Eur. Phys. J. Appl. Phys. 56, 10201 (2011)
https://doi.org/10.1051/epjap/2011110010

Transport mechanisms and photovoltaic properties of zinc tetraphenylporphyrin/n-type silicon heterojunction solar cell

¹ Department of Physics, Faculty of Science, Mansoura University, Damietta Branch, P.O. 34517, Damietta El-Gedida, Egypt
² Department of Physics, Faculty of Education, Ain Shams University, Roxy, Cairo 11757, Egypt

^a e-mail: hzeyada@gmail.com

Received: 8 January 2011
Revised: 30 March 2011
Accepted: 14 July 2011
Published online: 28 September 2011

Abstract

The DC electrical measurements on Au/ZnTPP/Au planar structure showed two regimes of electrical conductivity depending on temperature, at low temperatures the activation energy is 0.24 eV and variable range hopping in localized states near Fermi level is the operating conduction mechanism, at high temperatures the activation energy is 0.998 eV and phonon-assisted hopping of small polarons is the operating conduction mechanism. The capacitance-voltage measurements on Au/ZnTPP/n-Si/Al showed that the formed junction is linearly graded one. The thickness of depletion region in ZnTPP and n-Si has been determined and the built-in potential is 0.85 V. The concentration gradient of holes and electrons is 2.6 × 10²⁰ holes/m⁴ and 0.3 × 10²⁰ electrons/m⁴, respectively.
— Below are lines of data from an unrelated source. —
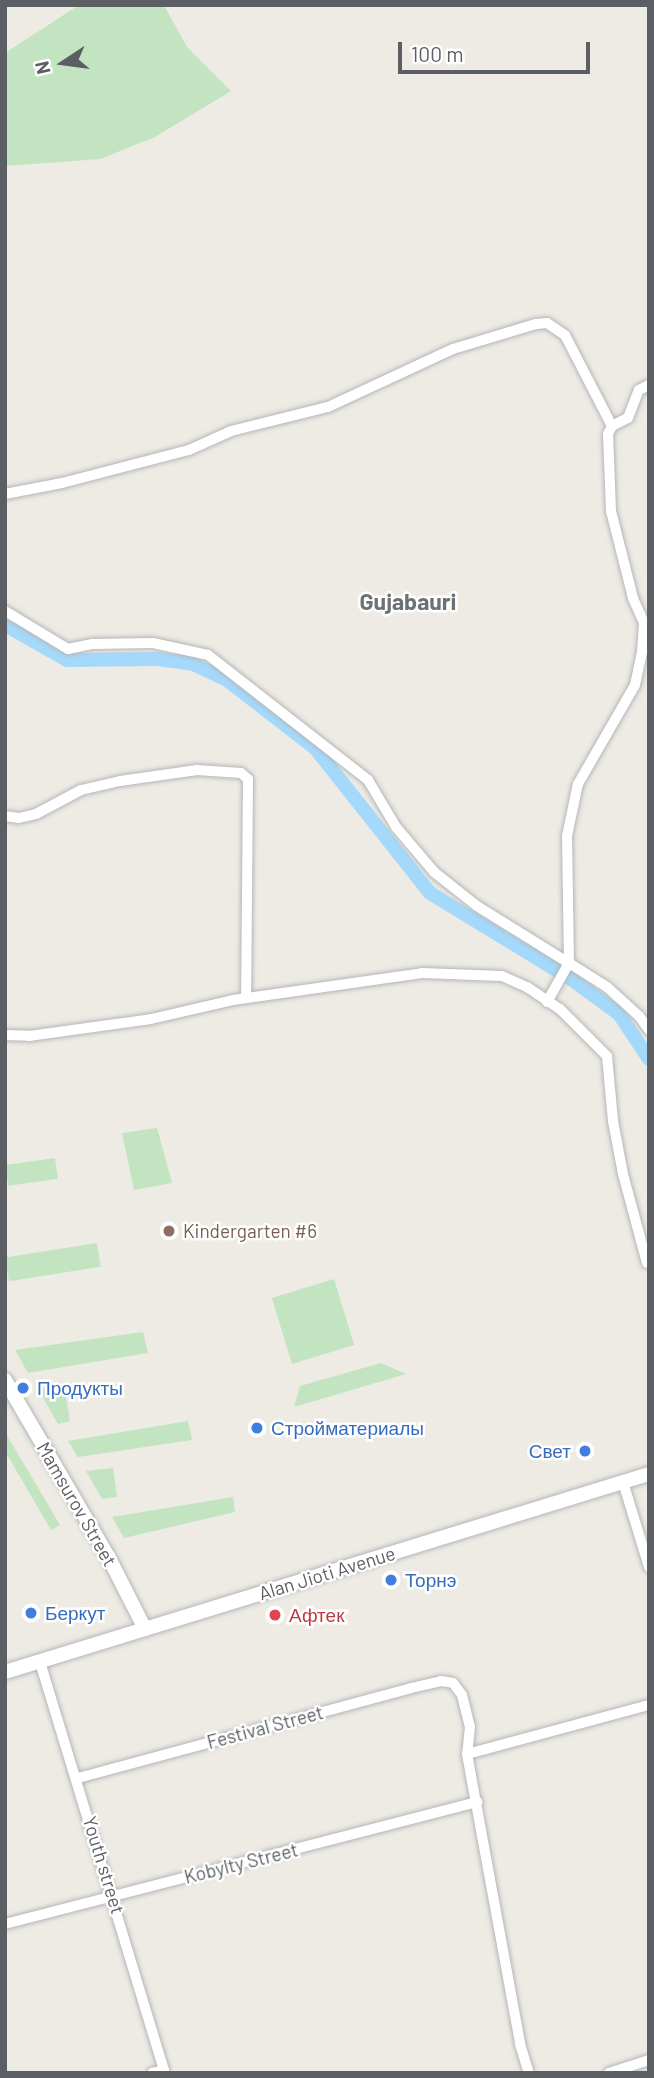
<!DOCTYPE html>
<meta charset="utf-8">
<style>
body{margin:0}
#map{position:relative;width:654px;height:2078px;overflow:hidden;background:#edebe3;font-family:Barlow,sans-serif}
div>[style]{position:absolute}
.green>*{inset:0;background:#c2e4c0;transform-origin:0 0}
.canal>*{height:14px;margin:-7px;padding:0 7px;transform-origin:7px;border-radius:7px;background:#a5d9fb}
.roads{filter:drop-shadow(0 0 2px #b4b6ba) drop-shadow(0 0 2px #b4b6ba)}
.minor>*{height:10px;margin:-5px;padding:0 5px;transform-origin:5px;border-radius:5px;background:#fff}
.tertiary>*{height:14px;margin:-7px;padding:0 7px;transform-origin:7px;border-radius:7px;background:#fff}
.dots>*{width:19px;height:19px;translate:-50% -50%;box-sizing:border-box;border:4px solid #fff;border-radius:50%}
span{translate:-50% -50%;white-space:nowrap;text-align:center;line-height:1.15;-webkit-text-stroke:5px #fff;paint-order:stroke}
.education-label{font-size:19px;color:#785e54}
.left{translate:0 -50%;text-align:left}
.shop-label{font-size:19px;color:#366cbe}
.right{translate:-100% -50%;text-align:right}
.street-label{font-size:19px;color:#5b5f63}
.health-label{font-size:19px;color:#be3a42}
.quarter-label{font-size:23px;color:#6c7175;font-weight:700}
.frame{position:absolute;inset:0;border:7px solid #5b5f63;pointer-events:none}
.north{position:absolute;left:28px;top:28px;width:70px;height:70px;-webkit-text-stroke:5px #fff;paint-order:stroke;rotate:257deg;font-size:19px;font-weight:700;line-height:28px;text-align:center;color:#5b5f63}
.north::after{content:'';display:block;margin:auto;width:24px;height:32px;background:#5b5f63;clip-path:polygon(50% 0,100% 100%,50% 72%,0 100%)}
.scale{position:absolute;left:398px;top:42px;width:192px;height:32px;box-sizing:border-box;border:4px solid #5b5f63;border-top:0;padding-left:9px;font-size:21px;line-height:24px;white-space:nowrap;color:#5b5f63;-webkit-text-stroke:5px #fff;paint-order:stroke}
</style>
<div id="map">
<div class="green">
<i style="clip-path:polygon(79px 5px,164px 5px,187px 47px,231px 91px,155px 137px,100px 159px,5px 166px,5px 53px)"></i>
<i style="clip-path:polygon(157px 1128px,172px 1183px,134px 1190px,122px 1133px)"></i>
<i style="left:55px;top:1158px;width:21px;height:50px;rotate:82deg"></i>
<i style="left:97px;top:1243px;width:24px;height:93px;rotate:81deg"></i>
<i style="left:334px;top:1279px;width:69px;height:65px;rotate:73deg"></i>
<i style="clip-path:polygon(143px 1332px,148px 1353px,28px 1373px,15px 1350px)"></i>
<i style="clip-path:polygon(381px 1363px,406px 1374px,294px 1407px,300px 1386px)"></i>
<i style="clip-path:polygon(64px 1385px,70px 1421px,58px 1424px,38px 1389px)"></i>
<i style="clip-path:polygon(188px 1421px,192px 1440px,78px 1457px,68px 1441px)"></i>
<i style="clip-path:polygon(5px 1432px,60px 1525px,51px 1530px,5px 1451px)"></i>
<i style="clip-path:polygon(113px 1468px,117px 1497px,102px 1499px,86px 1471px)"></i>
<i style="clip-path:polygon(233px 1497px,235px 1512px,124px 1538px,112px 1517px)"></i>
</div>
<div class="canal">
<i style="left:5px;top:625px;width:71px;rotate:29.4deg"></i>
<i style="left:67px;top:660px;width:91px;rotate:-0.6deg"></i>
<i style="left:158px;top:659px;width:35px;rotate:8deg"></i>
<i style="left:193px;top:664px;width:38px;rotate:25deg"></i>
<i style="left:227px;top:680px;width:111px;rotate:37.7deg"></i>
<i style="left:315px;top:748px;width:185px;rotate:51.6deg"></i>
<i style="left:430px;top:893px;width:169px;rotate:31.4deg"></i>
<i style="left:574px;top:981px;width:56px;rotate:36.3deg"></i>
<i style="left:619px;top:1014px;width:54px;rotate:56.3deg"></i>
</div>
<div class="roads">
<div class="minor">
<i style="left:5px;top:494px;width:58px;rotate:-10.9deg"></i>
<i style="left:62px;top:483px;width:131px;rotate:-14.6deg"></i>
<i style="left:189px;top:450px;width:46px;rotate:-24.3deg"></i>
<i style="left:231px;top:431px;width:100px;rotate:-13.9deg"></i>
<i style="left:328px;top:407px;width:138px;rotate:-24.9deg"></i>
<i style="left:453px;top:349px;width:87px;rotate:-16.8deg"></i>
<i style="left:536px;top:324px;width:11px;rotate:-5deg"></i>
<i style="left:547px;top:323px;width:22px;rotate:34deg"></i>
<i style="left:565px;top:335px;width:102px;rotate:62.7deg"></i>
<i style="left:5px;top:611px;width:74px;rotate:31.1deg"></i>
<i style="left:68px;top:649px;width:25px;rotate:-12deg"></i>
<i style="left:92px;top:644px;width:61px;rotate:-0.9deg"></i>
<i style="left:153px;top:643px;width:56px;rotate:12.3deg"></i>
<i style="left:208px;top:655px;width:203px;rotate:38deg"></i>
<i style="left:368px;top:780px;width:55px;rotate:59.2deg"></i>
<i style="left:396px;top:827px;width:59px;rotate:49.8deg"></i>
<i style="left:434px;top:872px;width:55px;rotate:38.3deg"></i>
<i style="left:477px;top:906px;width:108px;rotate:31.8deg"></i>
<i style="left:5px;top:816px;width:14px;rotate:8deg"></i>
<i style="left:19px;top:818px;width:17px;rotate:-13deg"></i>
<i style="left:36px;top:814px;width:51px;rotate:-28.1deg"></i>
<i style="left:81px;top:790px;width:40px;rotate:-13deg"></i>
<i style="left:120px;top:781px;width:78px;rotate:-8.1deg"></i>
<i style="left:197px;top:770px;width:44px;rotate:3.9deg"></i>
<i style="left:241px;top:773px;width:9px;rotate:41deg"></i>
<i style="left:248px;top:779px;width:219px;rotate:90.5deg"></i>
<i style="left:569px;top:963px;width:127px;rotate:-90.9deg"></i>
<i style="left:567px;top:836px;width:53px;rotate:-78.1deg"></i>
<i style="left:578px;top:784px;width:114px;rotate:-60.1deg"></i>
<i style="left:635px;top:685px;width:34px;rotate:-78deg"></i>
<i style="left:642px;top:652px;width:29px;rotate:-86deg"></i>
<i style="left:644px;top:623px;width:27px;rotate:-114deg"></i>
<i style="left:633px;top:598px;width:90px;rotate:-104.2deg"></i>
<i style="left:611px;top:511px;width:77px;rotate:-92.2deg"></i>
<i style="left:608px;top:434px;width:9px;rotate:-63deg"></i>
<i style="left:612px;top:426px;width:18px;rotate:-27deg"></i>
<i style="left:628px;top:418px;width:30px;rotate:-69deg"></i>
<i style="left:639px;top:390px;width:11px;rotate:-27deg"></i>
<i style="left:547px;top:1002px;width:45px;rotate:-60.6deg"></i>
<i style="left:569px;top:963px;width:45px;rotate:32.3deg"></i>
<i style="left:607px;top:987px;width:43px;rotate:42.2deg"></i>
<i style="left:639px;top:1016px;width:17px;rotate:54deg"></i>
<i style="left:5px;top:1035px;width:24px;rotate:2deg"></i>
<i style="left:29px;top:1036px;width:123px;rotate:-7.9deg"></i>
<i style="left:151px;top:1019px;width:84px;rotate:-13deg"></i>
<i style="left:233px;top:1000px;width:191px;rotate:-8.1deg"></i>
<i style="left:422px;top:973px;width:80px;rotate:2.1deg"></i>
<i style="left:502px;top:976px;width:27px;rotate:24deg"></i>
<i style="left:527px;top:987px;width:40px;rotate:34deg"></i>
<i style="left:560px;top:1009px;width:66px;rotate:45deg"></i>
<i style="left:607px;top:1056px;width:65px;rotate:84.7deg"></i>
<i style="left:613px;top:1121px;width:54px;rotate:79.3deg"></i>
<i style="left:623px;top:1174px;width:92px;rotate:74.9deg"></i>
<i style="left:623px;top:1482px;width:89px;rotate:73deg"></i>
<i style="left:40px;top:1662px;width:426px;rotate:73.1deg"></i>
<i style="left:164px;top:2070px;width:12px;rotate:166deg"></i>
<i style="left:467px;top:1754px;width:188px;rotate:-15.1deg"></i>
<i style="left:78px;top:1778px;width:345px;rotate:-15.1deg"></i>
<i style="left:411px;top:1688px;width:31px;rotate:-13deg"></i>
<i style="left:441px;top:1681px;width:12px;rotate:9deg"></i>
<i style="left:453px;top:1683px;width:15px;rotate:53deg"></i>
<i style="left:462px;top:1695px;width:33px;rotate:76deg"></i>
<i style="left:470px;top:1727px;width:27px;rotate:96deg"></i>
<i style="left:467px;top:1754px;width:295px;rotate:79.6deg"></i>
<i style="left:520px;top:2044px;width:30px;rotate:73deg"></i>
<i style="left:5px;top:1924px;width:488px;rotate:-14.5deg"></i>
<i style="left:609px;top:2073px;width:42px;rotate:-18deg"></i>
</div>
<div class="tertiary">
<i style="left:5px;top:1380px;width:204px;rotate:59.7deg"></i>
<i style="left:108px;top:1556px;width:82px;rotate:63.1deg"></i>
<i style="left:5px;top:1672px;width:674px;rotate:-17.09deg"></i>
</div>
</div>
<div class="dots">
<i style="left:169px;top:1231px;background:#8d6e63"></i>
<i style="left:23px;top:1388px;background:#3f7fe0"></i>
<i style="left:257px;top:1428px;background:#3f7fe0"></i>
<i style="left:585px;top:1451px;background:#3f7fe0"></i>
<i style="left:391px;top:1580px;background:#3f7fe0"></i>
<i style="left:31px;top:1613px;background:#3f7fe0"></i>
<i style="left:275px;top:1615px;background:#e0444e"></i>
</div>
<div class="education-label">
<span class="left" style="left:183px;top:1231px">Kindergarten #6</span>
</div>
<div class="shop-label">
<span class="left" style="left:37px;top:1388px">Продукты</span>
<span class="left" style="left:271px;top:1428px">Стройматериалы</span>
<span class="right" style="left:571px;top:1451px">Свет</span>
<span class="left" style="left:405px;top:1580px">Торнэ</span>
<span class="left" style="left:45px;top:1613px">Беркут</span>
</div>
<div class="street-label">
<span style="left:77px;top:1504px;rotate:60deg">Mamsurov Street</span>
<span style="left:327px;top:1573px;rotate:-17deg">Alan Jioti Avenue</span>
<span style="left:265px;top:1727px;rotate:-15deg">Festival Street</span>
<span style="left:241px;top:1863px;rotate:-14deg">Kobylty Street</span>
<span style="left:104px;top:1865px;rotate:73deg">Youth street</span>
</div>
<div class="health-label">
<span class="left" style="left:289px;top:1615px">Афтек</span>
</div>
<div class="quarter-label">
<span style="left:408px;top:601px">Gujabauri</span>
</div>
<div class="frame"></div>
<div class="north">N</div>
<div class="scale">100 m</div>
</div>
Thermoelectric power measurements showed that ZnTPP films are p-type semiconductor and polaron activation energy is 0.37 eV. A hybrid solar cell of Au/ZnTPP/n-Si/Al had been constructed by growing ZnTPP film via thermal evaporation technique on n-Si wafer. Dark current-voltage measurements of the device at different temperatures showed that there are three conduction mechanisms operating in the device. The dominance of any of them depends on applied potential. The photovoltaic properties of Au/ZnTPP/n-Si/Al hybrid solar had been evaluated.